A plan to ease unemployment currently at 10% by hiring private secretaries for millions of village or district officials has also hardly convinced voters. In Gaziantep, resentment over competition for jobs with cheap Syrian labor is widespread in addition to rising cost of living. The province is home to about 500,000 Syrians compared with about 2 million Turkish residents.
“My friends are unable to find jobs or houses due to high demand from Syrians,” said Mehmet Deveci, 22, adding that Erdogan should not have allowed refugees to settle in residential areas. “But this is just a little criticism. I am ready to vote for him.”
To defeat Erdogan in the presidential race, opposition parties must rally behind a candidate that can also lure support from supporters of the third-largest party in parliament, the pro-Kurdish HPD. The group has emerged as kingmaker in past elections, though is now facing a potential ban because of alleged ties to separatist Kurdish militants.
But even Kilicdaroglu, an ethnic Kurd and member of the Alevi religious minority, may not be the right candidate, according to one of his allies. A senior member of the Iyi Party questioned whether he can muster the support of Sunni Muslim voters who are crucial to ending Erdogan’s rule.

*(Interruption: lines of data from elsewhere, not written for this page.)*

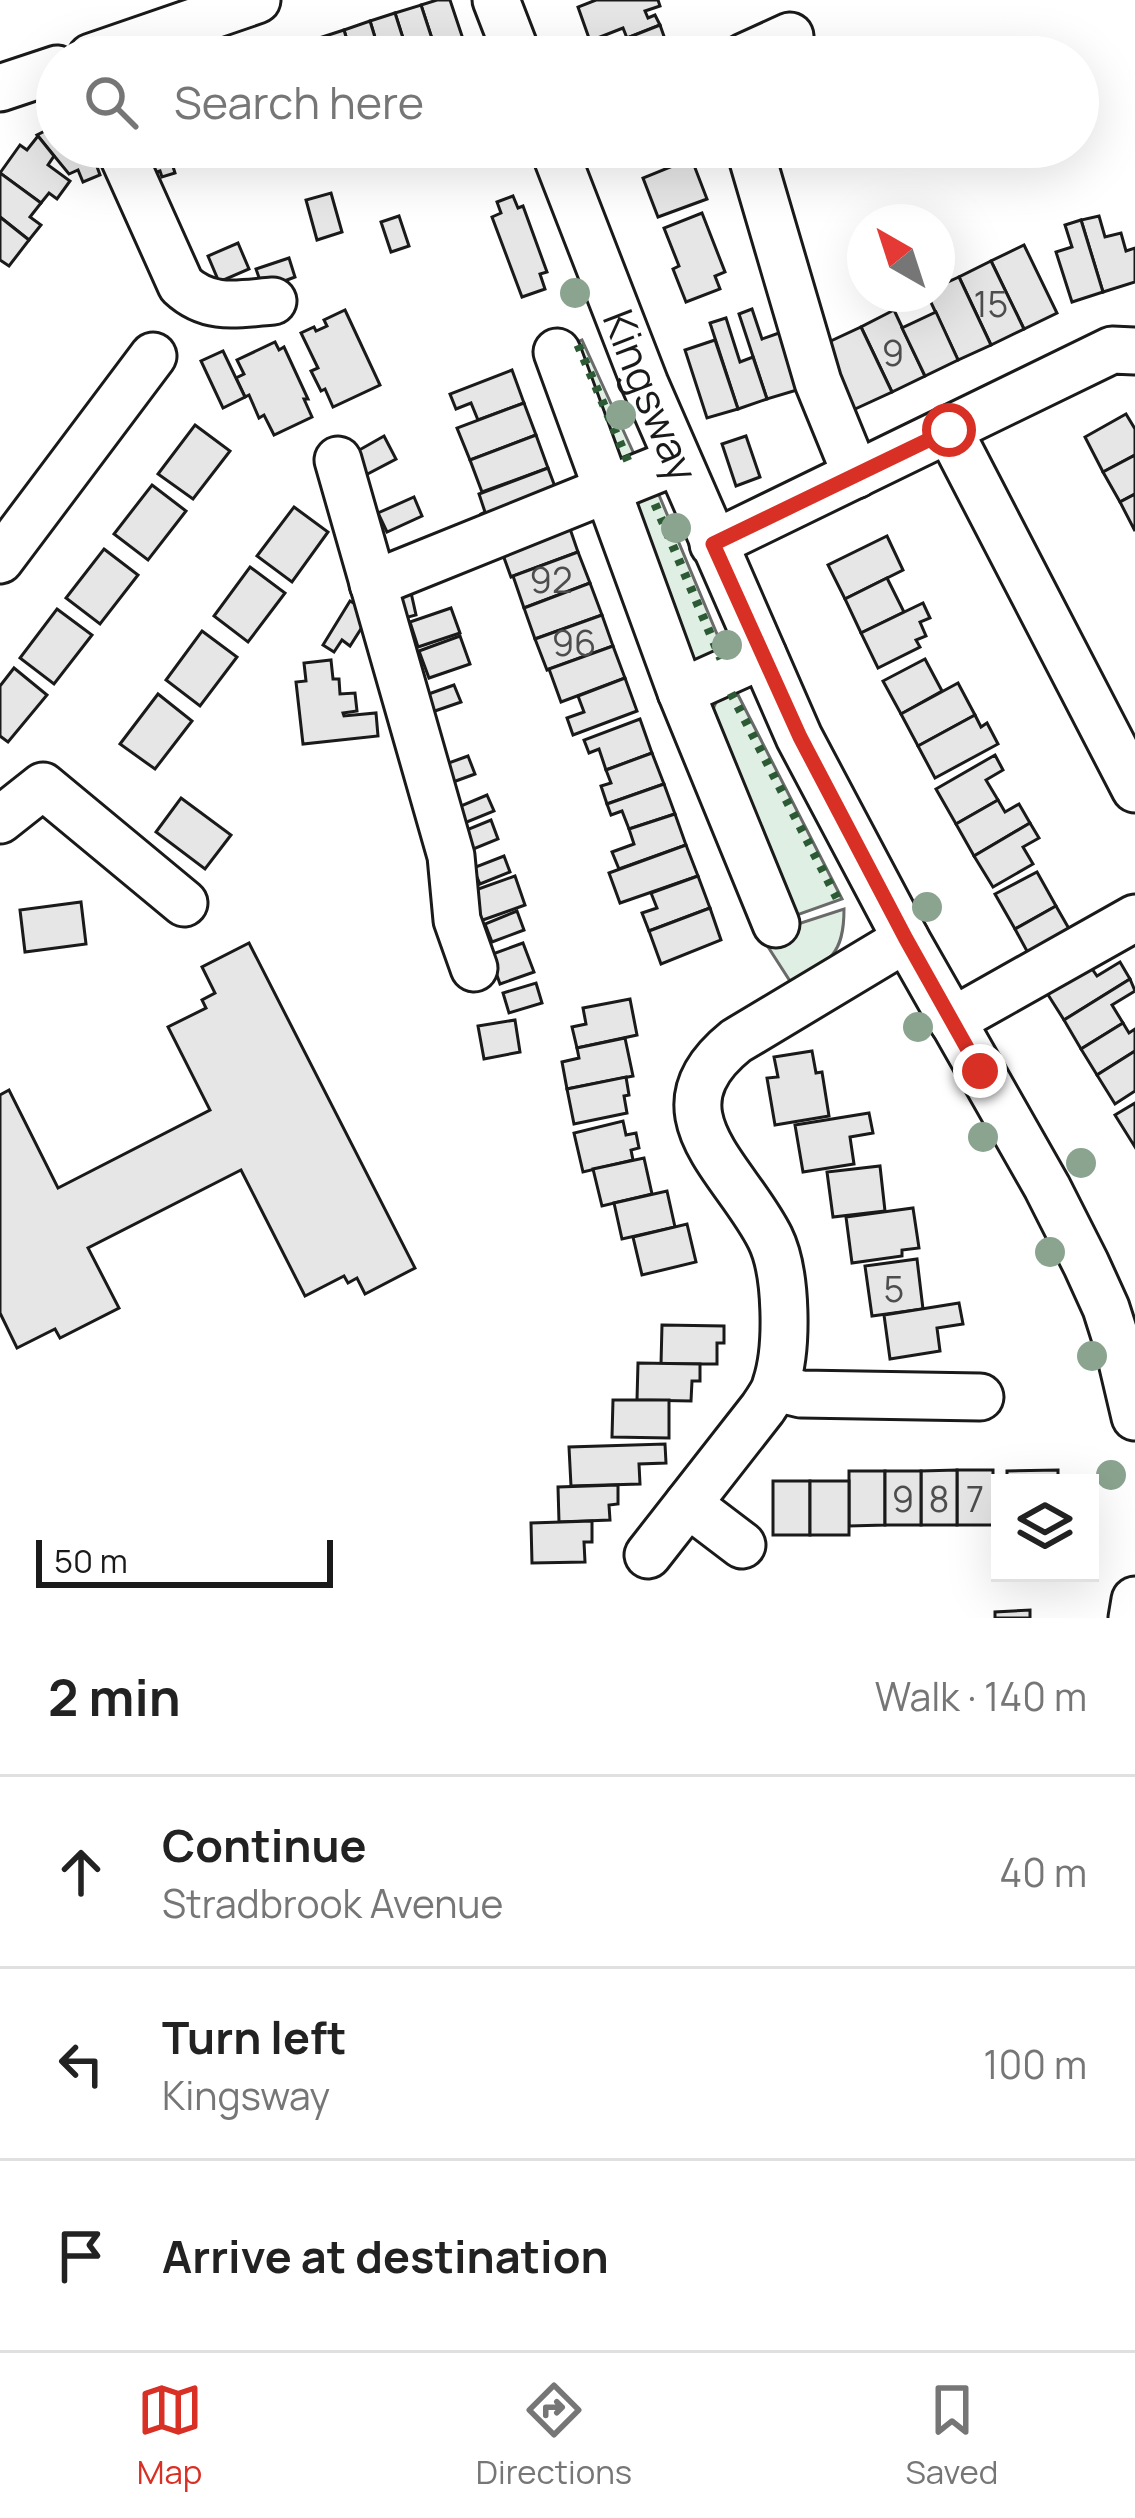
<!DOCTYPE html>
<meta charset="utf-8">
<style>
:root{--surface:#fff;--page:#f6f6f6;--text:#222;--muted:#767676;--line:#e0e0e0;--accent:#d93025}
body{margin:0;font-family:Manrope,sans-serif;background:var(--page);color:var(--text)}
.controls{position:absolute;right:36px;bottom:36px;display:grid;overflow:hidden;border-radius:0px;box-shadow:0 12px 48px #0002}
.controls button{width:108px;height:108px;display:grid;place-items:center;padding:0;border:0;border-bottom:3px solid var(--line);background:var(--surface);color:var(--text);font:60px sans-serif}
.compass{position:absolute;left:847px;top:204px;width:108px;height:108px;border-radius:50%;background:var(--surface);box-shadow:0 12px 48px #0002;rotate:321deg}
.scale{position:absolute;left:36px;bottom:30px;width:297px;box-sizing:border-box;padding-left:12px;border:6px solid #1a1a1a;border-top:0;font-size:33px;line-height:42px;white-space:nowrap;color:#1a1a1a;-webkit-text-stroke:9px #fff;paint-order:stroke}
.stop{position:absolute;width:36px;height:36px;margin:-27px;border:9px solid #d93025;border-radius:50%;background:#fff}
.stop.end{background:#d93025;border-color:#fff;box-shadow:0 3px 12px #0008}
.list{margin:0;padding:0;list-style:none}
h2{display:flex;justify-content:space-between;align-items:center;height:156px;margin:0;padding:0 48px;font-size:51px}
h2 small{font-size:39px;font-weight:400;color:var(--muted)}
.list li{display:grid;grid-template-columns:78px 1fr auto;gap:36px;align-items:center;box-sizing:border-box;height:192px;padding:0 48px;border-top:3px solid var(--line)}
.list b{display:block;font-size:45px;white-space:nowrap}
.list p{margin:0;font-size:39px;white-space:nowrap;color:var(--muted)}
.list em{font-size:39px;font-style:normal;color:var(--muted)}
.icon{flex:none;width:66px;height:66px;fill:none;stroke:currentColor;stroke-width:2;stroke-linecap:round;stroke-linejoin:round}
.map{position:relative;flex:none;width:1135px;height:1618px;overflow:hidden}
.search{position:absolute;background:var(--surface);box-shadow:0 12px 48px #0002;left:36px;right:36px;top:36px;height:132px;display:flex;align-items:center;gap:30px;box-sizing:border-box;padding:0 42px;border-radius:66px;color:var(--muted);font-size:45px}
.sheet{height:732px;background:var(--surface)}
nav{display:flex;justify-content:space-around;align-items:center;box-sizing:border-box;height:168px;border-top:3px solid var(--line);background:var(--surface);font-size:33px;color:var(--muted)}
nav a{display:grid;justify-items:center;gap:6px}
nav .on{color:var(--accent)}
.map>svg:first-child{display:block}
.green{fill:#e0efe3;stroke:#6a6a6a;stroke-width:3}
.building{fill:#e6e6e6;stroke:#1a1a1a;stroke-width:3}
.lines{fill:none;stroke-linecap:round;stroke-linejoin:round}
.minor-casing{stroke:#1a1a1a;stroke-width:51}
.minor{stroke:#fff;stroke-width:45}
.hedge{stroke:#2b5a34;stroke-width:9;stroke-dasharray:6 9;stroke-linecap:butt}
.tree{fill:#8aa48f}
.route{stroke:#d93025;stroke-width:15}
.labels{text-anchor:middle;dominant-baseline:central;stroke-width:9;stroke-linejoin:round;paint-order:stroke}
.number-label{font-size:36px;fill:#4d4d4d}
.street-label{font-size:42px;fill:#1a1a1a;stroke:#fff}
</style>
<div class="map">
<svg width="1135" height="1618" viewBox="0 0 1135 1618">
<rect width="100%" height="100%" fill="#fff"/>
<g class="green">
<polygon points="582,340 639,465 615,463 572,344"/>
<polygon points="651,491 659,495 727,658 695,664 688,657 635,506"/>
<path d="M 735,689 L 842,899 L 797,915 L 752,826 L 710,718 C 715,702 718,693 735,689 Z"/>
<path d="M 844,909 C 844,956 829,962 790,981 L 761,936 Z"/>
</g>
<g class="building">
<polygon points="437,0 450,0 469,57 452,57 451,54 438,57 421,5"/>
<polygon points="596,0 658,0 660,6 645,11 648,18 655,15 660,25 627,38 623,28 590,41 578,7"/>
<polygon points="421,5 438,57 409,57 395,13"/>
<polygon points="395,13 409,57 381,57 370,21"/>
<polygon points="370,21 381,57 352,57 344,30"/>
<polygon points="660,25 666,42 657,45 662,57 621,57 632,53 627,38"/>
<polygon points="344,30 352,57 322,57 316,39"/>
<polygon points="316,39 322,57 291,57 288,48"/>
<polygon points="57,125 57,147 104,147 108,155 95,161 100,175 83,182 78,170 69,174 37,135"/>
<polygon points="38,136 54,156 48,165 70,181 57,199 49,193 41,203 0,173 20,145 27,150"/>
<polygon points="133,147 167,147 175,173 162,177 160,171 142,177"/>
<polygon points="167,147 194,147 188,149 192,159 173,166"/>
<polygon points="674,147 702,147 706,155 692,160 707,199 658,217 643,178 673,166 667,150"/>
<polygon points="0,173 41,203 30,217 41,225 29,240 0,217"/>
<polygon points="331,193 342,232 317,240 306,200"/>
<polygon points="513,196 518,208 523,206 547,272 540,274 545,289 522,297 492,217 501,213 497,202"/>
<polygon points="702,213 725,272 715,276 720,289 686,302 673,269 679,266 664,228"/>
<polygon points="399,216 409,246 391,252 381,222"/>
<polygon points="1099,216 1105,237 1121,233 1126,251 1135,248 1135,282 1103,292 1081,220"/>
<polygon points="0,217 29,240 9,266 0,260"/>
<polygon points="1081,220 1103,292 1072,302 1056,252 1072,247 1065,225"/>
<polygon points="238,243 249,269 219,282 208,256"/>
<polygon points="1024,245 1057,313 1024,329 991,261"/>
<polygon points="289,258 295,277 263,289 256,269"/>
<polygon points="991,261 1024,329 991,345 959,277"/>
<polygon points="959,277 991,345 958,360 927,294 937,294 937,287"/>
<polygon points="752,309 762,339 779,333 784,346 797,341 809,377 794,381 797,390 767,399 739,314"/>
<polygon points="345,310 380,385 333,407 325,389 321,391 311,371 318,368 301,333 314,327 316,331 327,326 324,320"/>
<polygon points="894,310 925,376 892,392 861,327"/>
<polygon points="936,312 958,360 925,376 902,328"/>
<polygon points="726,318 740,362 753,357 767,399 738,409 710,323"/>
<polygon points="861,327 892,392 842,415 818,347"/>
<polygon points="715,340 738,409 707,418 685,350"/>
<polygon points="275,342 279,350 284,347 308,399 304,399 312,417 274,435 264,415 259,418 249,395 245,397 236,378 244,374 237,360"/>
<polygon points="223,351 245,397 223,408 201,361"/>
<polygon points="512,370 524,403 478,420 471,403 456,409 450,394"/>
<polygon points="524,403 536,435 470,460 457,428"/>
<polygon points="1126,414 1135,429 1135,455 1103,472 1085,437"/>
<polygon points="195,425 230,451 193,499 158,474"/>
<polygon points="536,435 548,468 482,492 470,460"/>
<polygon points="384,436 396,459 358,479 347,457"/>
<polygon points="746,436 760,477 736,486 722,444"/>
<polygon points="1135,455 1135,494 1120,502 1103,472"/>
<polygon points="548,468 560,500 486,527 481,514 485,512 479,494"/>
<polygon points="152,485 186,511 148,560 114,534"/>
<polygon points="1135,494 1135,531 1120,502"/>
<polygon points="414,497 422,516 387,532 378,513"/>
<polygon points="294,507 328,532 292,582 257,556"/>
<polygon points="567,520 578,552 511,577 499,544"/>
<polygon points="887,536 903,570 845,599 828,565"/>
<polygon points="104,549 138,575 100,624 66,598"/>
<polygon points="578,552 590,583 524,608 513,576"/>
<polygon points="250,567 285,593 248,642 214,616"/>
<polygon points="887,578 904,612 861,633 845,599"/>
<polygon points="590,583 602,615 535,639 524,608"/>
<polygon points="410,588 416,615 397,620 390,592"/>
<polygon points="350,601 371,613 350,646 342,640 334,652 323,645"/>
<polygon points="923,603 930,618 920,622 926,636 916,640 920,647 878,668 861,633"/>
<polygon points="451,608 460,633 418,647 410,622"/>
<polygon points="57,609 92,635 54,684 20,658"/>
<polygon points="602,615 613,646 547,670 535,639"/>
<polygon points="202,631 237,657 200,706 166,680"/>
<polygon points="460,636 470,664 429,678 419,651"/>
<polygon points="613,646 625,678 561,702 549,669"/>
<polygon points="925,659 942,691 901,714 883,681"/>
<polygon points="331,660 333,679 339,679 340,694 355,693 357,711 343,713 344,716 376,713 378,736 303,744 296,682 306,681 304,663"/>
<polygon points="14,668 47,695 8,742 0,736 0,686"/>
<polygon points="625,678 637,711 573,735 567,718 584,712 578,696"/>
<polygon points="958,683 975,715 918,746 901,714"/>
<polygon points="454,685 461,702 429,713 423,696"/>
<polygon points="158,694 192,721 155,769 120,744"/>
<polygon points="975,715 981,727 987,723 998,744 935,778 918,746"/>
<polygon points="640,719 652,753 606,770 599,749 589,753 584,740"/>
<polygon points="652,753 664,784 607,804 601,786 611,783 606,770"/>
<polygon points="995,755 1003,770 986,780 998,800 956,824 936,789"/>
<polygon points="468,756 475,774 442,786 435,768"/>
<polygon points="664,784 675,814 629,829 622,811 611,815 607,804"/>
<polygon points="487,795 494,811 462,824 456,808"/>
<polygon points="181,798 231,835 205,869 156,832"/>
<polygon points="998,800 1005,812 1019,804 1030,823 974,856 956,824"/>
<polygon points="675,814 686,845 619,869 612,852 634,844 629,829"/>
<polygon points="491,820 498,839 466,852 459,833"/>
<polygon points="1030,823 1039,838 1023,847 1033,864 993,887 974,856"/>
<polygon points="686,845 698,876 620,903 609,873"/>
<polygon points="504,856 510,872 480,884 473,868"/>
<polygon points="1037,872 1056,906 1015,929 995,894"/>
<polygon points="515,876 525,905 480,921 470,892"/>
<polygon points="698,876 710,908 649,931 642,913 657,908 651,893"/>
<polygon points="81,902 86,944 25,952 20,910"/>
<polygon points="1056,906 1076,941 1034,964 1015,929"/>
<polygon points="710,908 721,940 661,964 649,931"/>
<polygon points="517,911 524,930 492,942 485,924"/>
<polygon points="249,943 415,1268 365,1294 357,1278 348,1283 344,1276 305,1296 241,1170 88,1248 119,1308 60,1338 55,1329 17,1348 0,1313 0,1095 9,1090 58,1188 210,1110 168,1027 206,1008 202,1000 215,993 202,967"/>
<polygon points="523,943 534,972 500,984 490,955"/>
<polygon points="1120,962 1130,979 1064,1020 1045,990 1088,963 1097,976"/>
<polygon points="1130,979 1135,991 1112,1005 1123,1023 1081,1049 1064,1020"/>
<polygon points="536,983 542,1003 509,1013 503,993"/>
<polygon points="630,999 637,1035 577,1048 572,1027 586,1024 583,1008"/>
<polygon points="515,1020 520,1052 484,1059 478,1026"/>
<polygon points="1123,1023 1129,1033 1135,1029 1135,1051 1097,1075 1081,1049"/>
<polygon points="625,1038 633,1076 567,1089 562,1062 579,1058 577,1048"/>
<polygon points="812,1051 816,1073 822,1072 829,1116 775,1125 767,1078 778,1077 774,1057"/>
<polygon points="1135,1051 1135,1091 1115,1104 1097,1075"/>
<polygon points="626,1077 629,1095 624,1096 627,1113 574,1124 567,1089"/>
<polygon points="1135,1103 1135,1147 1115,1115"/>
<polygon points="869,1113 873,1133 850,1137 854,1164 803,1172 795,1125"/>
<polygon points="623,1121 626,1135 636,1133 639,1148 631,1150 633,1160 583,1172 574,1133"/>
<polygon points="644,1158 652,1194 602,1206 593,1169"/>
<polygon points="880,1166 885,1211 833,1217 827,1172"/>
<polygon points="667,1191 675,1227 622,1239 614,1203"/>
<polygon points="913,1208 919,1248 902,1250 902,1256 852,1263 846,1217"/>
<polygon points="687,1224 696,1262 642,1275 633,1237"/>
<polygon points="917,1259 923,1309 872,1316 865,1266"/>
<polygon points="959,1303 963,1324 937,1328 940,1351 890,1359 884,1315"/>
<polygon points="662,1325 724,1326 724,1343 717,1343 717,1364 661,1364"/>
<polygon points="638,1363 700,1364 700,1381 692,1381 691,1401 637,1400"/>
<polygon points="613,1400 669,1400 669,1438 612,1437"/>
<polygon points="665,1444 666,1463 639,1464 640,1484 571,1486 569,1447"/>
<rect x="957" y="1470" width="36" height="55"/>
<polygon points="957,1470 957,1525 921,1525 921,1471"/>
<polygon points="1058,1470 1058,1483 1007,1483 1007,1471"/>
<polygon points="849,1471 885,1471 885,1525 849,1526"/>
<rect x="885" y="1471" width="36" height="54"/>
<rect x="773" y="1481" width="37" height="54"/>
<rect x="810" y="1481" width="39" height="54"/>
<polygon points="618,1485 618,1504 609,1505 610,1520 559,1522 558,1487"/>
<polygon points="592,1521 592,1542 584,1542 585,1562 532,1563 531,1523"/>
<polygon points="1030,1610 1030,1618 995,1618 995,1612"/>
</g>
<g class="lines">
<defs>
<g id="minor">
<polyline points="496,0 518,57"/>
<polyline points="91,57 257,0"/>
<polyline points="744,57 790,36"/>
<polyline points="0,88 57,69"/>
<path d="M 119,147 L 181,285 C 209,311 238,304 273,301"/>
<path id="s1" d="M 553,147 L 645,384 L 799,737 L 906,939 L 1047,1187 L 1086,1264 L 1106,1308 L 1119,1349 L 1135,1417"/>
<polyline points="749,147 818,382 856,475"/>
<polyline points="557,352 681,692 776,924"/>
<polyline points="949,430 1135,789"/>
<polyline points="338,460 451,856 457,920 474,968"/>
<polyline points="713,544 1112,350 1135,351"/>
<polyline points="0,560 153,356"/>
<polyline points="373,584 678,461"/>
<polyline points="681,692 763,655"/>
<polyline points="0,820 43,786 184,903"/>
<polyline points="952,1021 1135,918"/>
<polyline points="776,1388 801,1394 980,1397"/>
<polyline points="688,1504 742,1545"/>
<path d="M 648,1555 L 763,1408 C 768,1400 774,1393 776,1384 C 788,1348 787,1272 770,1238 C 735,1168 648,1112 736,1041 L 906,939"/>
<polyline points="1132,1618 1135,1600"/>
</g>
</defs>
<use href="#minor" class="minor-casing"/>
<use href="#minor" class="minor"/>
<g class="hedge">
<polyline points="578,345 630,466"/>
<polyline points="655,504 721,659"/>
<polyline points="731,693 837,898"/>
</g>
</g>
<g class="tree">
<circle cx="575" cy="293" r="15"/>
<circle cx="621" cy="415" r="15"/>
<circle cx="676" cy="528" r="15"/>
<circle cx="727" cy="645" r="15"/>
<circle cx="927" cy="907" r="15"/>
<circle cx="918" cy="1027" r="15"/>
<circle cx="983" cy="1137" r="15"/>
<circle cx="1081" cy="1163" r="15"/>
<circle cx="1050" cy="1252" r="15"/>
<circle cx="1092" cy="1356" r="15"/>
<circle cx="1111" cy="1475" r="15"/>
</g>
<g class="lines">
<polyline class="route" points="949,430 713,544 800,737 906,939 980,1071"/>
</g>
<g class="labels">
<g class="number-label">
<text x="991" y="303">15</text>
<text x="893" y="352">9</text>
<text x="551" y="579">92</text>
<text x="574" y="642">96</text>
<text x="894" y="1288">5</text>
<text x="903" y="1498">9</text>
<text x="939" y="1498">8</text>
<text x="975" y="1498">7</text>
</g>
<g class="street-label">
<text stroke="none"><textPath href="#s1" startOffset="267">Kingsway</textPath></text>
</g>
</g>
</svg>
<div class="controls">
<button><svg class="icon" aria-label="layers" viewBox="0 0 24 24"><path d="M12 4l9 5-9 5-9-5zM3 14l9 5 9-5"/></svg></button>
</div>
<svg class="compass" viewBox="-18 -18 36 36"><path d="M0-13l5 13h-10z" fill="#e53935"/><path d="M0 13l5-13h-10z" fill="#767676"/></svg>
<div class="scale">50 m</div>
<div class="stop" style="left:949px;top:430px"></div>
<div class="stop end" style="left:980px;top:1071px"></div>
<div class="search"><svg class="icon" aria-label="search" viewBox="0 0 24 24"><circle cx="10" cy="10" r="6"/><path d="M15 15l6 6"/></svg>Search here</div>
</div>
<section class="sheet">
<h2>2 min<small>Walk · 140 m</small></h2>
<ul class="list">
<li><svg class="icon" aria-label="ahead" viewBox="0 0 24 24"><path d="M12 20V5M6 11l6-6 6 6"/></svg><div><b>Continue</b><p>Stradbrook Avenue</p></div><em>40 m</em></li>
<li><svg class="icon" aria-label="left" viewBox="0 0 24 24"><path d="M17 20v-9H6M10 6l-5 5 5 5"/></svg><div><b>Turn left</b><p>Kingsway</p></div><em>100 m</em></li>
<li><svg class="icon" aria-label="arrive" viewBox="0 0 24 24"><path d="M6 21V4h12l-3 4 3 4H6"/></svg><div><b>Arrive at destination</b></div></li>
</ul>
</section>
<nav>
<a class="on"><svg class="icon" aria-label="map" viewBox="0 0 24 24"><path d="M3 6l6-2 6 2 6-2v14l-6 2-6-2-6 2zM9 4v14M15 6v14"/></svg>Map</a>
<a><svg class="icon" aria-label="directions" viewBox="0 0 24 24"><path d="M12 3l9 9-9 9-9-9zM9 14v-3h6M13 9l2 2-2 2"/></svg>Directions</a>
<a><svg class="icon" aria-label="saved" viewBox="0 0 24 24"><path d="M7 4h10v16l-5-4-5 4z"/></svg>Saved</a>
</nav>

There are other potential challengers from the CHP, though they have yet to declare if they would run. Istanbul Mayor Ekrem Imamoglu was able to draw support of Kurdish voters in the last local elections and indicated recently that he was willing to put his name forward. Ankara Mayor Mansur Yavas, a conservative nationalist, is another possibility.
“I want to live in a country where there is justice and no censorship and I am planning to support the opposition — depending on their candidate,” said Tuna Karalar, 18, a philosophy student in Gaziantep working as a supermarket cashier and among the third of first-time voters estimated by Metropoll to be undecided. “If Kilicdaroglu or Imamoglu become opposition candidates, then I would vote for Erdogan.”